Industrial & Engineering Chemistry Research, Vol.58, No.44, 20441-20449, 2019
Thermal Conductivity from Entropy Scaling: A Group-Contribution Method
Entropy scaling has proven to be a powerful method for calculating transport properties. The applicability of the entropy scaling approach to predict the viscosity, thermal conductivity, and self-diffusion coefficients of pure substances based on substance-specific parameters over the last years was convincingly demonstrated in the literature. In this work, we derive a predictive method for the thermal conductivity based on entropy scaling. The model is developed as a group-contribution approach where substances are considered to be composed of chemical (functional) groups. The excess entropy is calculated using the group-contribution PCP-SAFT equation of state.

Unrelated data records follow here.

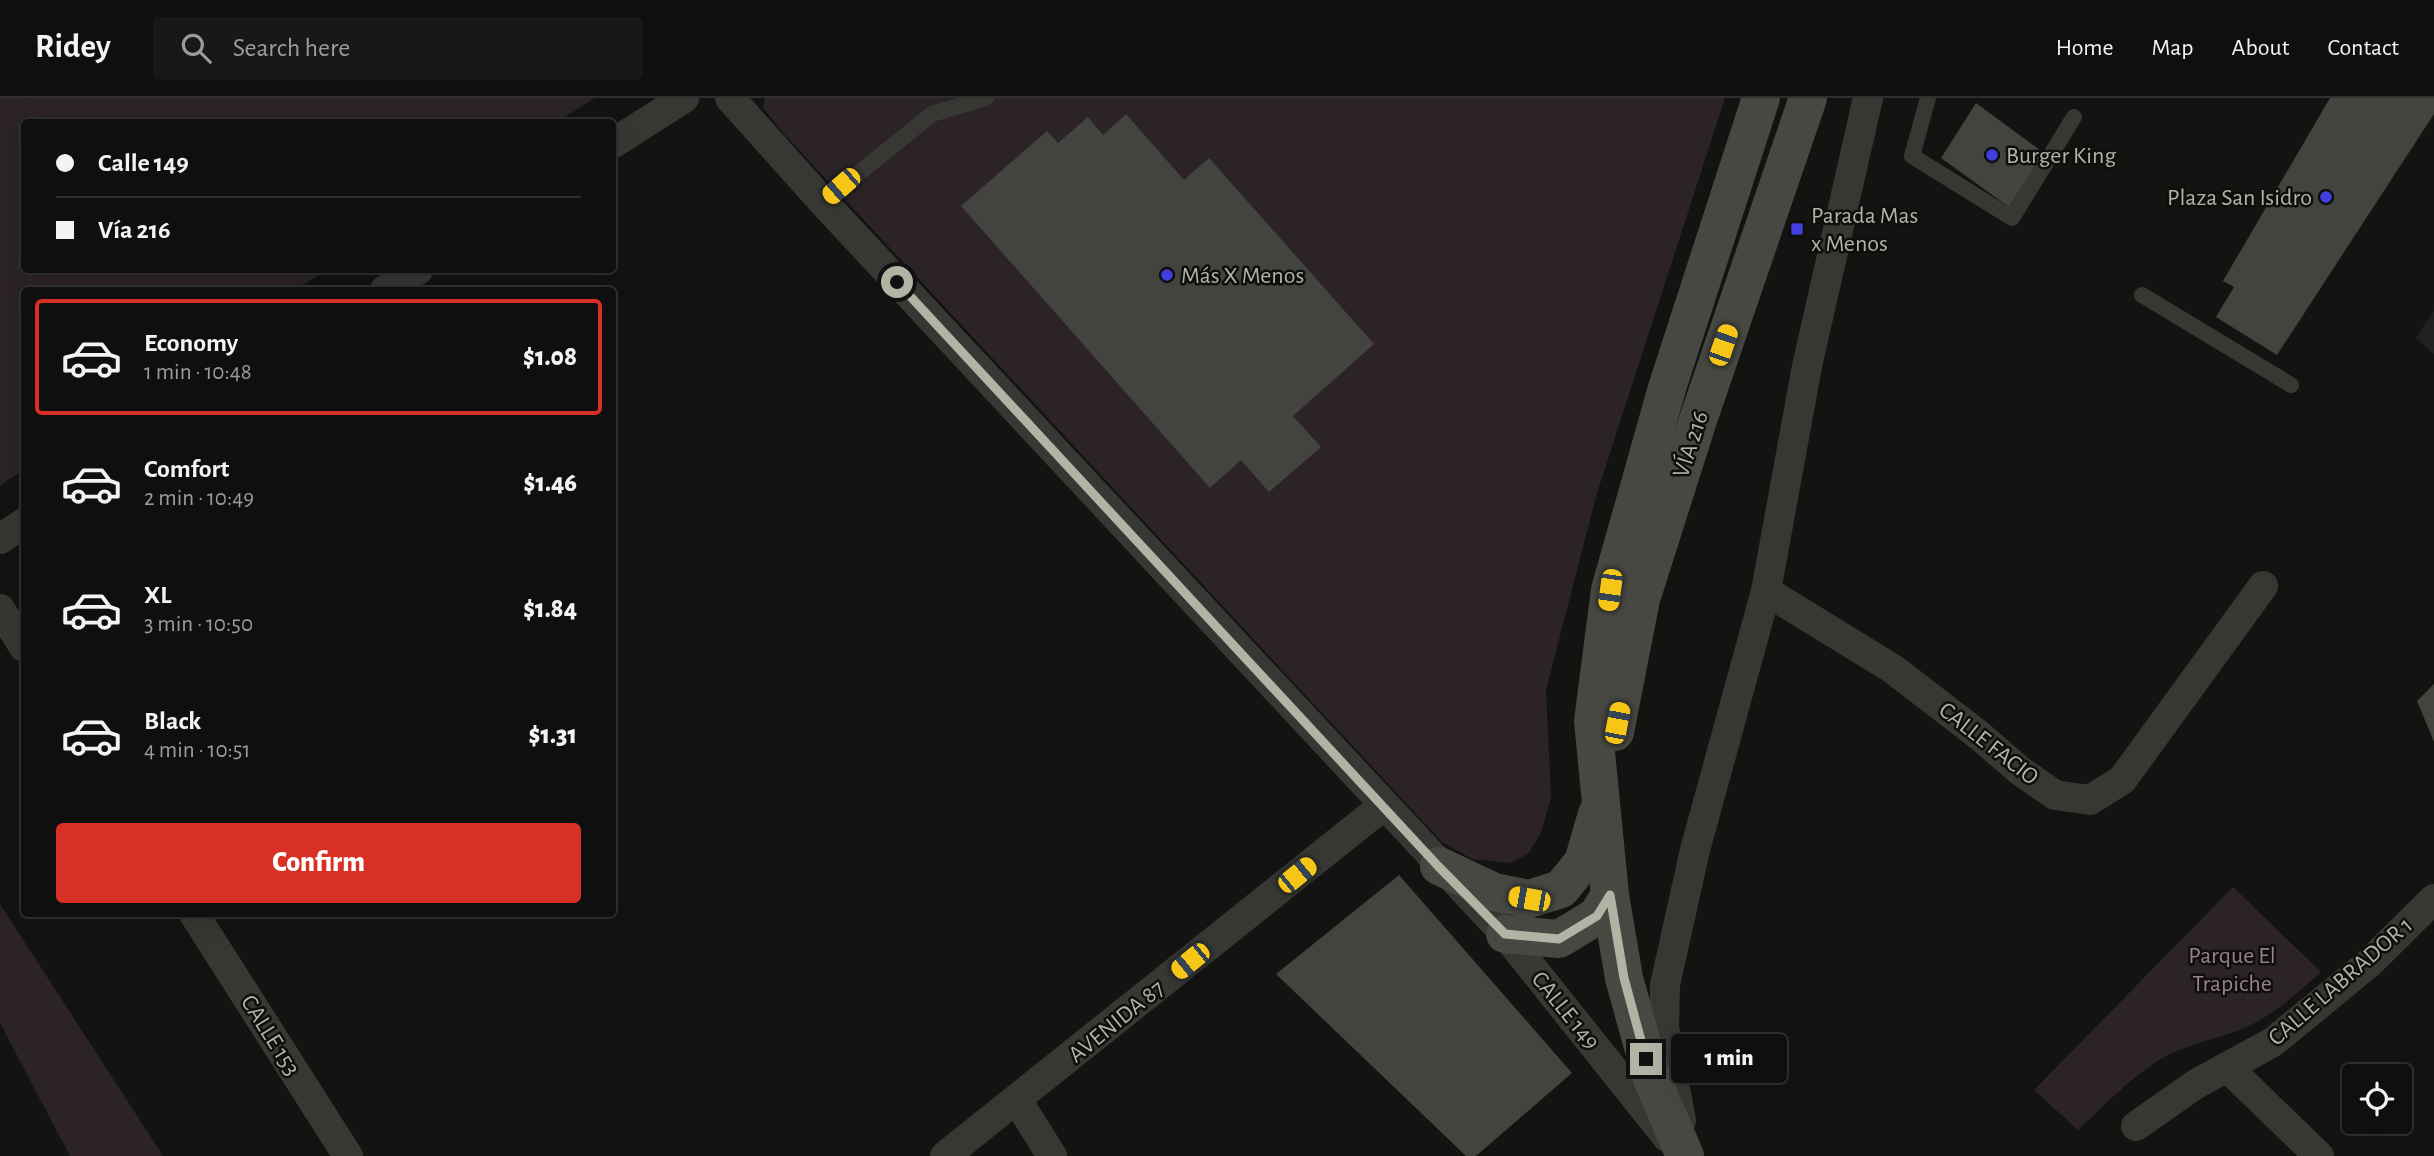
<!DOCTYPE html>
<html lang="en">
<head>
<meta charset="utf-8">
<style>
  body { margin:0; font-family:"Alegreya Sans",sans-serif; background:#171817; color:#f1f3f6; height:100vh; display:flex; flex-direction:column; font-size:26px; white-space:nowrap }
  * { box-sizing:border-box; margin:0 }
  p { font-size:23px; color:#9b9c9e }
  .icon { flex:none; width:38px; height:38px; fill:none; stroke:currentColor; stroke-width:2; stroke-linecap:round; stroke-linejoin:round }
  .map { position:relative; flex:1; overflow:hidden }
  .sheet { position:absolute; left:21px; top:189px; width:595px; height:630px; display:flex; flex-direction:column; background:#0e0f0e; border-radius:7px; box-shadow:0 7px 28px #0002,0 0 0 2px #2e2f2e }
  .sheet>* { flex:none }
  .hud { position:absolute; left:21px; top:21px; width:595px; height:154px; border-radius:7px; box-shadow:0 7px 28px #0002,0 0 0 2px #2e2f2e; display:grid; align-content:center; height:154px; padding:0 35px; background:#0e0f0e }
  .controls { position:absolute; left:2342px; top:966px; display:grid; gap:14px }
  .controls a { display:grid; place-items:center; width:70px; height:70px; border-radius:7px; background:#0e0f0e; box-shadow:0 7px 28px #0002,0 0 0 2px #2e2f2e; font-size:35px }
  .end { position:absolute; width:32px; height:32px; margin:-16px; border:9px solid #b2b3a5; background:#111; box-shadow:0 0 0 4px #111 }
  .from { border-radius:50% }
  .bubble { position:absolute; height:49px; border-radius:7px; background:#0e0f0e; box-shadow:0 7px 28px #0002,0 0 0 2px #2e2f2e; font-size:23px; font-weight:800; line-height:49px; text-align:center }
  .car { position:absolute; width:21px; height:42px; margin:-21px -10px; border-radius:9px; box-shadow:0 0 5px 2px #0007; background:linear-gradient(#f5c518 24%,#345 0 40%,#f5c518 0 76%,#345 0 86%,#f5c518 0) }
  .hud b { display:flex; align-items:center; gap:24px; height:66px; font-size:26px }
  .hud b+b { border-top:2px solid #2e2f2e }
  .hud i { width:18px; height:18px; background:#f1f3f6 }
  ul { padding:12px 0 0; list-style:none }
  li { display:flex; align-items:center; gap:21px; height:116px; margin:0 14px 10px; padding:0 21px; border:4px solid transparent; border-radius:7px }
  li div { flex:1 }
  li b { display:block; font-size:26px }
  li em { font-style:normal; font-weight:800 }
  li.current { border-color:#d93025 }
  li>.icon { width:63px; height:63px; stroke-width:1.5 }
  .action { display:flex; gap:14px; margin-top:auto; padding:14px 35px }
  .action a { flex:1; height:80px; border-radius:7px; background:#d93025; color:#fff; font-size:28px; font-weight:800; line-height:80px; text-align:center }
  header { display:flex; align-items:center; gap:42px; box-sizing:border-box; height:98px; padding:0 35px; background:#0e0f0e; border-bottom:2px solid #2e2f2e }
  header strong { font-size:33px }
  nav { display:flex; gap:38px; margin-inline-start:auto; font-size:24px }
  .search { width:490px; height:63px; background:#171817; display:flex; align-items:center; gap:18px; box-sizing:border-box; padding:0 24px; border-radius:7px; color:#9b9c9e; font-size:26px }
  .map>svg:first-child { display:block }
  .built { fill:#20211e }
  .green { fill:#2b2327 }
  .building { fill:#43443f }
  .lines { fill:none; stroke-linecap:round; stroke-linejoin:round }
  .service { stroke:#373834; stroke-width:16 }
  .minor { stroke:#373834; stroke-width:30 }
  .secondary { stroke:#474842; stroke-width:38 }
  .route { stroke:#b2b3a5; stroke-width:9 }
  .poi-dot { fill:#433ee0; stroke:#0e0f0d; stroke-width:2.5 }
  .labels { text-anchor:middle; stroke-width:5; stroke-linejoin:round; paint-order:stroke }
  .poi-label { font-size:24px; fill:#b2b3a5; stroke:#0e0f0d; text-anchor:start }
  .street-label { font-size:24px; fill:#b2b3a5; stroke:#0e0f0d }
  .park-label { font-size:24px; fill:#9c7e8f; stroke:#0e0f0d }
</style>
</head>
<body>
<header>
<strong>Ridey</strong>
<div class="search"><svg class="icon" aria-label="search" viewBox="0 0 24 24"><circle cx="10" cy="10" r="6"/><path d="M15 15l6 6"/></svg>Search here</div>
<nav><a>Home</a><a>Map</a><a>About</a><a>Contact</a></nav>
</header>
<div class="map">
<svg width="2434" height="1058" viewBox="0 0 2434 1058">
  <rect width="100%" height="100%" fill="#131412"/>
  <polygon class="built" points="2434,213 2434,256 2415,240"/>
  <g class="green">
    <polygon points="0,0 595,0 557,24 24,24 24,172 327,172 294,192 24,192 24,371 0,388"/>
    <polygon points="765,0 1725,0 1597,395 1546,592 1551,699 1541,735 1528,756 1510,765 1472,761 1442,744 785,37 763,10"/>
    <path d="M2233,789L2321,874C2296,896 2273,918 2242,931C2214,942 2182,947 2156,964C2128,982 2103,1009 2078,1032L2034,992Z"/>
    <polygon points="0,806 163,1058 70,1058 0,925"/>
  </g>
  <g class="building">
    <polygon points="2330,0 2434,0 2434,16 2277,257 2216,219 2234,189 2223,183"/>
    <polygon points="1976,5 2044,55 2009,109 1941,60"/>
    <polygon points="1126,16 1184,82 1209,60 1374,246 1293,318 1321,349 1269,394 1241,362 1210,390 961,108 1047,33 1058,45 1088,19 1103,37"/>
    <polygon points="2434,586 2434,644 2417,603"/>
    <polygon points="1399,777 1572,975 1476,1058 1466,1058 1276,876"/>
  </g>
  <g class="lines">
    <g class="service">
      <polyline points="1928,0 1912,58 2012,120 2074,19"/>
      <polyline points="823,104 932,16 986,0"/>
      <polyline points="2142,197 2291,287"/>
    </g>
    <g class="minor">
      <polyline points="730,0 823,104 1505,836 1667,1039"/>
      <polyline points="612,46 684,0"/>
      <polyline points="385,192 418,172"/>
      <polyline points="0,441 24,425"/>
      <polyline points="1766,493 1893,571 1980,638 2019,672 2055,697 2090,702 2122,682 2263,488"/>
      <polyline points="0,511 24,549"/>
      <polyline points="194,816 348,1058"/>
      <polyline points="2228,970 2319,1058"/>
      <polyline points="1017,1002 1052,1058"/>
      <polyline points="1681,1023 1664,929 1665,887 1695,752 1766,493 1807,268 1868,0"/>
      <polyline points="2136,1028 2196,986 2273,944 2369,865 2434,801"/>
      <polyline points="945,1058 1383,708"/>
    </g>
    <g class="secondary">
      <polyline points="1615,634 1641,501 1698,322 1808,0"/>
      <polyline points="1439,768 1494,794 1529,801 1561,791 1583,764 1597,716"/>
      <polyline points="1505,836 1559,841 1597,818 1610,797"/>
      <polyline points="1685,1058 1652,981 1624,880 1610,797 1593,623 1610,492 1667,290 1761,0"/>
    </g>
  </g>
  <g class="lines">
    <polyline class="route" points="897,184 1438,768 1505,836 1559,841 1597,818 1610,797 1624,880 1646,961"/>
  </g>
  <g class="poi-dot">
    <circle cx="1992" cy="57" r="7"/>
    <circle cx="2326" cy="99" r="7"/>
    <rect x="1790" y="124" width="14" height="14" rx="3.5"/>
    <circle cx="1167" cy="177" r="7"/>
  </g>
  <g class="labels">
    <g class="poi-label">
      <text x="2006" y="65">Burger King</text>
      <text x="2312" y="107" text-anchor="end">Plaza San Isidro</text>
      <text x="1811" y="125">Parada Mas<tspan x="1811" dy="28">x Menos</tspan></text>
      <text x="1181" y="185">Más X Menos</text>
    </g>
    <g class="street-label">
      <text transform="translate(1690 346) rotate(-72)" y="8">VÍA 216</text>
      <text transform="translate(1989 645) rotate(38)" y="8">CALLE FACIO</text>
      <text transform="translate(2340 883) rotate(-41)" y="8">CALLE LABRADOR 1</text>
      <text transform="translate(1566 912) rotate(51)" y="8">CALLE 149</text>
      <text transform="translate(1116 923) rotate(-39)" y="8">AVENIDA 87</text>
      <text transform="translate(271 937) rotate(58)" y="8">CALLE 153</text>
    </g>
    <g class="park-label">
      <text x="2232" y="865">Parque El<tspan x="2232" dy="28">Trapiche</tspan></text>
    </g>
  </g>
</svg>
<div class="controls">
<a><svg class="icon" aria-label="locate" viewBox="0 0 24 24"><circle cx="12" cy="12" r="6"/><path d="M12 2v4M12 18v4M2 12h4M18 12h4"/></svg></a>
</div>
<i class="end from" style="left:897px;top:184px"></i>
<i class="end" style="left:1646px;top:961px"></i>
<div class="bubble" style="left:1671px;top:936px;width:116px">1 min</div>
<i class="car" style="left:841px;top:88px;rotate:229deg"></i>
<i class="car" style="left:1723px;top:247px;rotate:19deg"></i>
<i class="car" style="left:1610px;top:492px;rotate:188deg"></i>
<i class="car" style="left:1617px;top:625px;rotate:11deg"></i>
<i class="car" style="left:1297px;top:777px;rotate:51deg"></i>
<i class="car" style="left:1529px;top:801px;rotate:280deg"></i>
<i class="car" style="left:1190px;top:863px;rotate:231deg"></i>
<div class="hud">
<b><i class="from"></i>Calle 149</b>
<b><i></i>Vía 216</b>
</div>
<section class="sheet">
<ul>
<li class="current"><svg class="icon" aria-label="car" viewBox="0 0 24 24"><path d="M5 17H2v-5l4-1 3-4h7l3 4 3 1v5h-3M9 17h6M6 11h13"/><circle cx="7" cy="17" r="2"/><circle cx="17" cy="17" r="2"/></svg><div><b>Economy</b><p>1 min · 10:48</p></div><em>$1.08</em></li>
<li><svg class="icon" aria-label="car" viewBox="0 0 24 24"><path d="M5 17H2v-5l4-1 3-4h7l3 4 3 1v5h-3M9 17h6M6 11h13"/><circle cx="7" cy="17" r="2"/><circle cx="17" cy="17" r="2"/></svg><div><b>Comfort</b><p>2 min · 10:49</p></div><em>$1.46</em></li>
<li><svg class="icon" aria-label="car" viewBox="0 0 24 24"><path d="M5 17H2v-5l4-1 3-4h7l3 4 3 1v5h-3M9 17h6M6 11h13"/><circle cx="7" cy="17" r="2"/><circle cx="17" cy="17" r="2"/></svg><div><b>XL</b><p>3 min · 10:50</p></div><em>$1.84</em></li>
<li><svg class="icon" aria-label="car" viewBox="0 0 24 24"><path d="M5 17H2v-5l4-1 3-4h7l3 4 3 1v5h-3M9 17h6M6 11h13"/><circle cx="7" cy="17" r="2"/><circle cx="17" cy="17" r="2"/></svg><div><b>Black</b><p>4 min · 10:51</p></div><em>$1.31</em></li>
</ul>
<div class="action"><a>Confirm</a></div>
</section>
</div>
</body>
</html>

The model is applicable for gaseous phases and for liquid-phase conditions covering wide ranges of temperature and pressure. We consider pure fluids from various chemical families, namely, alkanes, branched alkanes, cyclic alkanes, alkenes, aldehydes, aromatics, esters, ethers, ketones and alcohols, and some individual substances, such as water, carbon dioxide, and the like. We propose parameters of 29 chemical groups by considering 231 substances with more than 50,000 experimental data points. The group-contribution method for the thermal conductivity proposed in this work is shown to be in convincing agreement with experimental data with 6.17% average absolute deviation for all considered data points.